──────── Listed records ────────

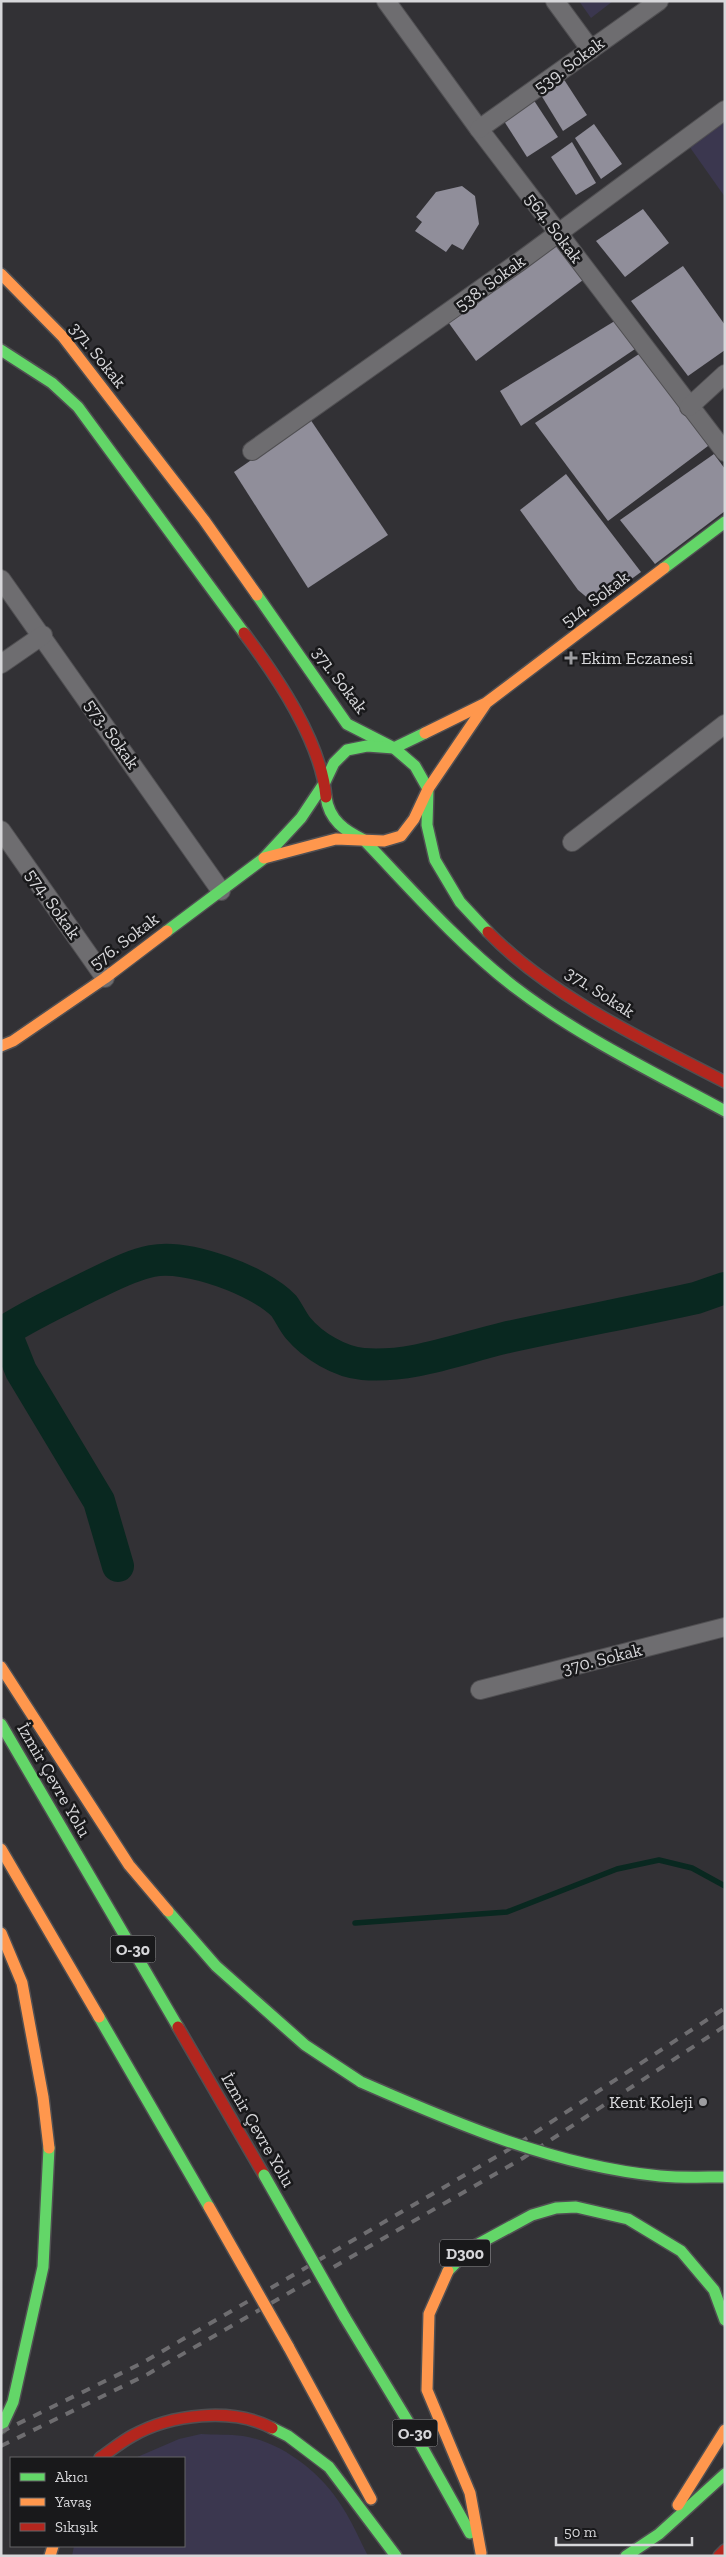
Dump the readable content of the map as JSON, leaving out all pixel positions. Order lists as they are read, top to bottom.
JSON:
{
  "streets": {
    "main road": [
      "371. Sokak",
      "514. Sokak",
      "576. Sokak",
      "İzmir Çevre Yolu",
      "O-30",
      "D300"
    ],
    "street": [
      "539. Sokak",
      "564. Sokak",
      "538. Sokak",
      "573. Sokak",
      "574. Sokak",
      "370. Sokak"
    ]
  },
  "crossings": [
    ["539. Sokak", "564. Sokak"],
    ["564. Sokak", "538. Sokak"],
    ["371. Sokak", "576. Sokak"],
    ["573. Sokak", "576. Sokak"],
    ["574. Sokak", "576. Sokak"],
    ["İzmir Çevre Yolu", "D300"]
  ],
  "places": {
    "health": ["Ekim Eczanesi"],
    "other": ["Kent Koleji"]
  },
  "legend": ["Akıcı", "Yavaş", "Sıkışık"],
  "scale_bar": "50 m"
}
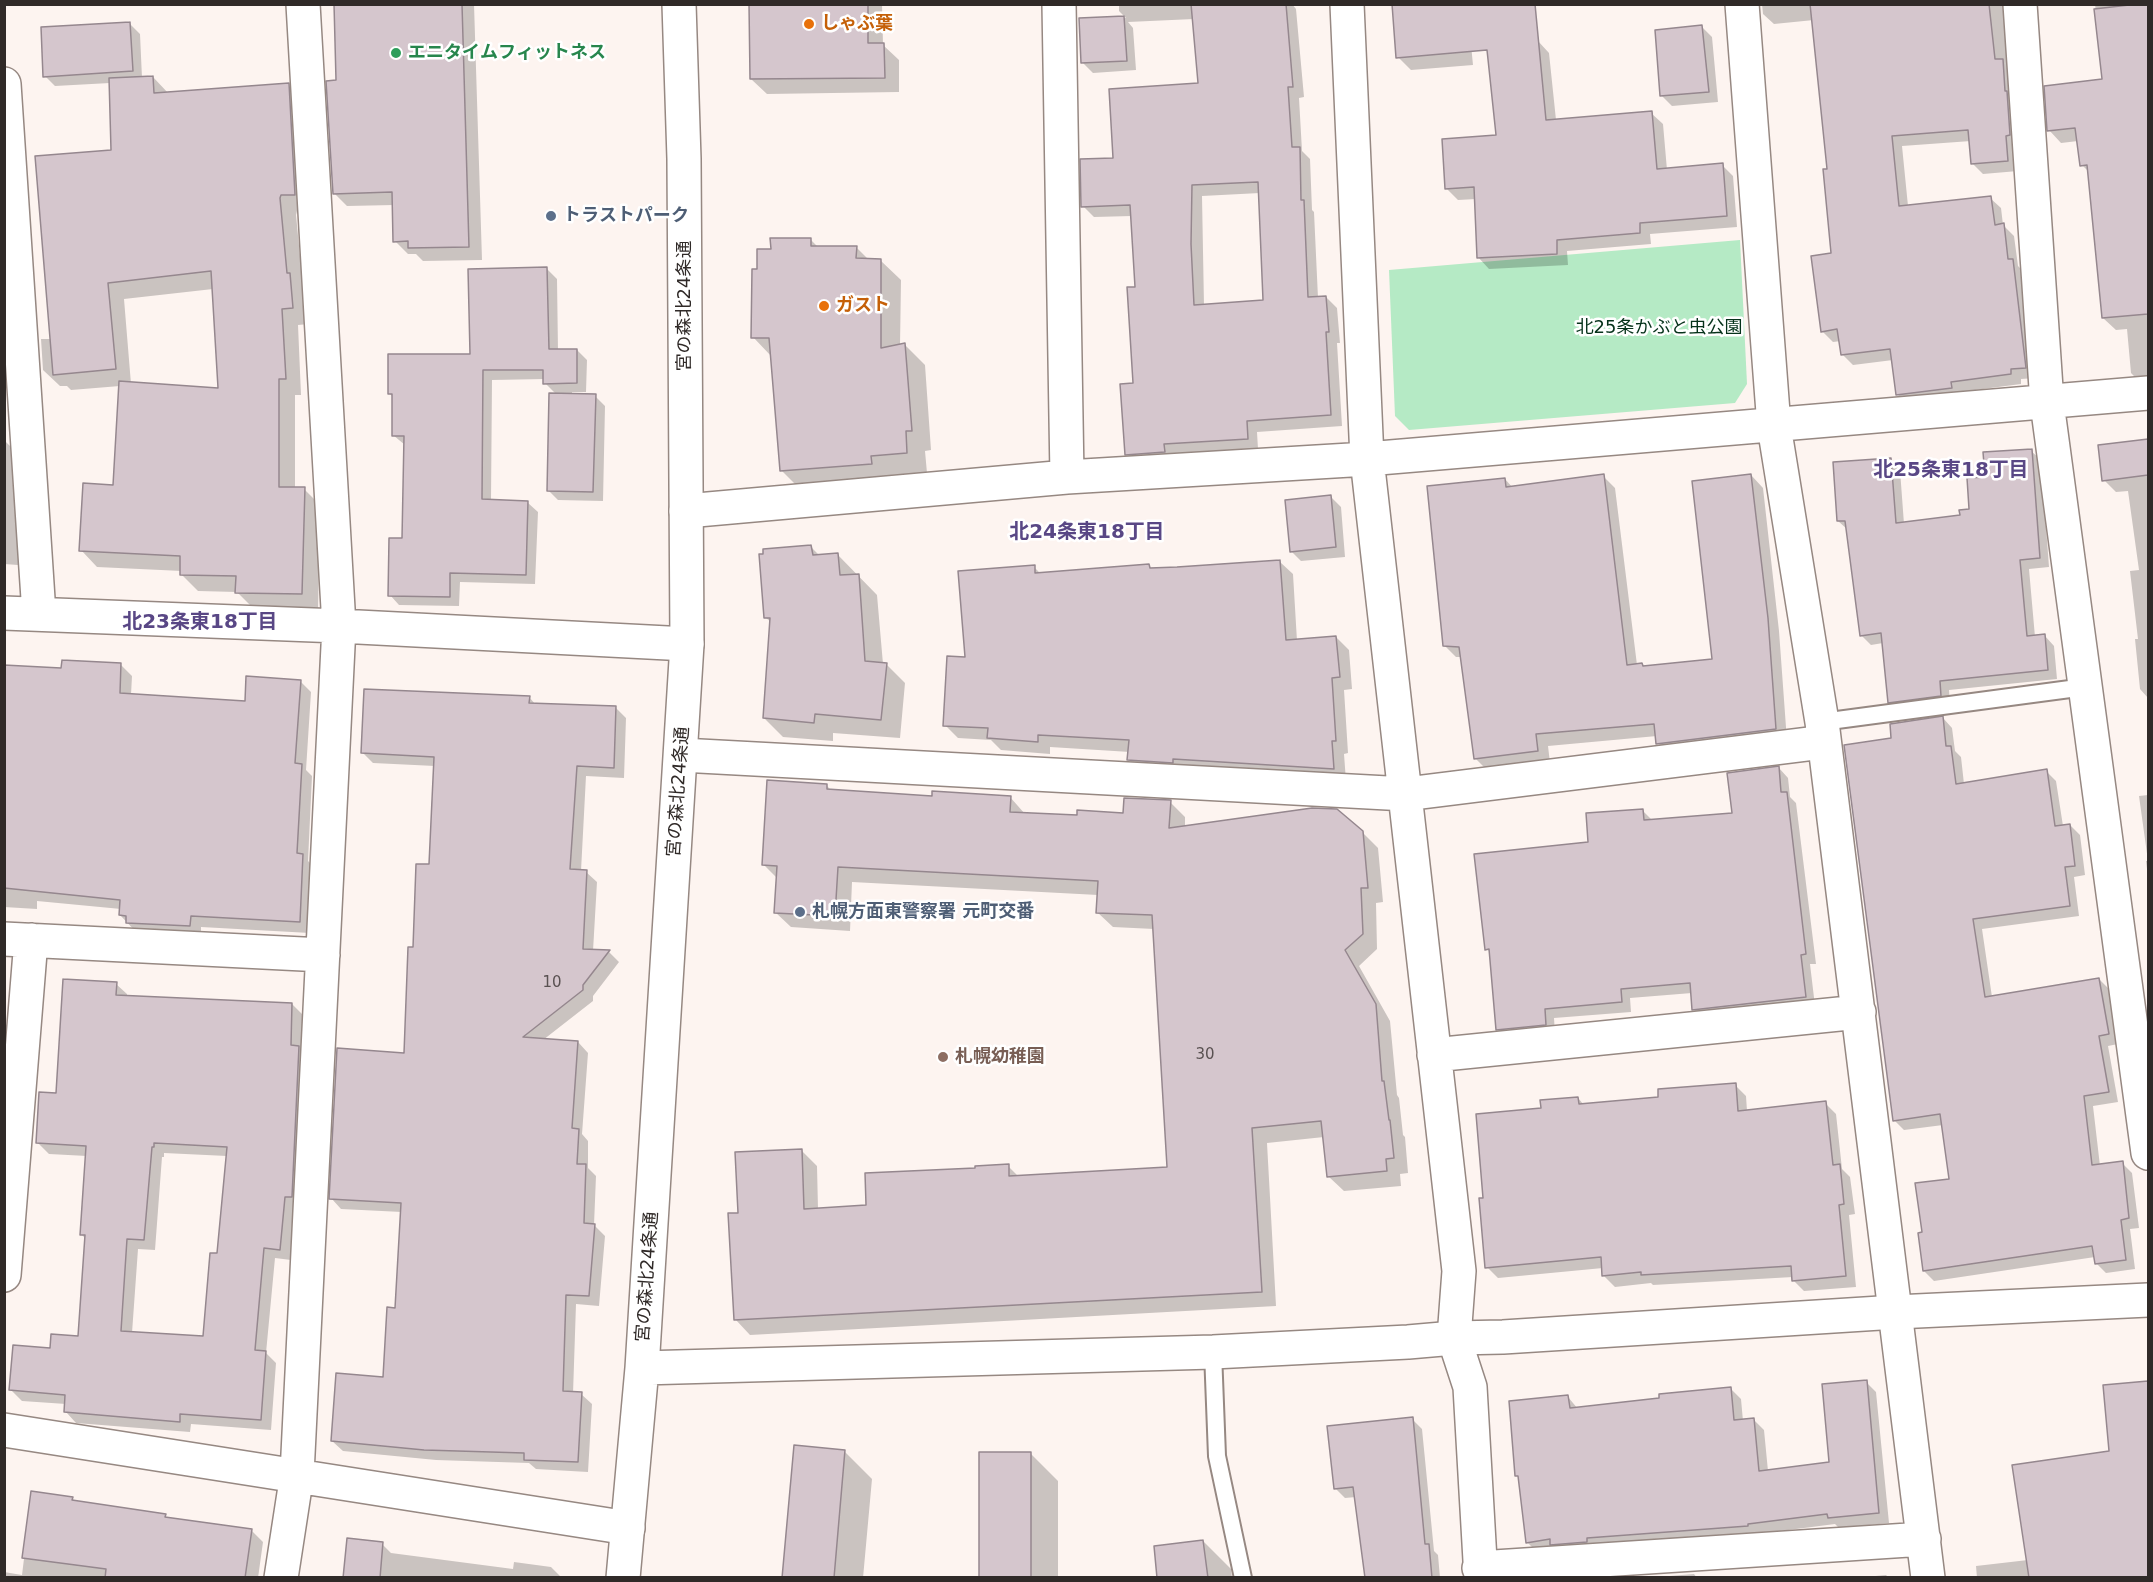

────────

Print each entry precisely as written; the pictures stay out.

*Reply to the exercise*
Dump the readable content of the map as JSON, leaving out all pixel positions. Order lists as they are read, top to bottom.
JSON:
{
  "streets": {
    "main road": [
      "371. Sokak",
      "514. Sokak",
      "576. Sokak",
      "İzmir Çevre Yolu",
      "O-30",
      "D300"
    ],
    "street": [
      "539. Sokak",
      "564. Sokak",
      "538. Sokak",
      "573. Sokak",
      "574. Sokak",
      "370. Sokak"
    ]
  },
  "crossings": [
    ["539. Sokak", "564. Sokak"],
    ["564. Sokak", "538. Sokak"],
    ["371. Sokak", "576. Sokak"],
    ["573. Sokak", "576. Sokak"],
    ["574. Sokak", "576. Sokak"],
    ["İzmir Çevre Yolu", "D300"]
  ],
  "places": {
    "health": ["Ekim Eczanesi"],
    "other": ["Kent Koleji"]
  },
  "legend": ["Akıcı", "Yavaş", "Sıkışık"],
  "scale_bar": "50 m"
}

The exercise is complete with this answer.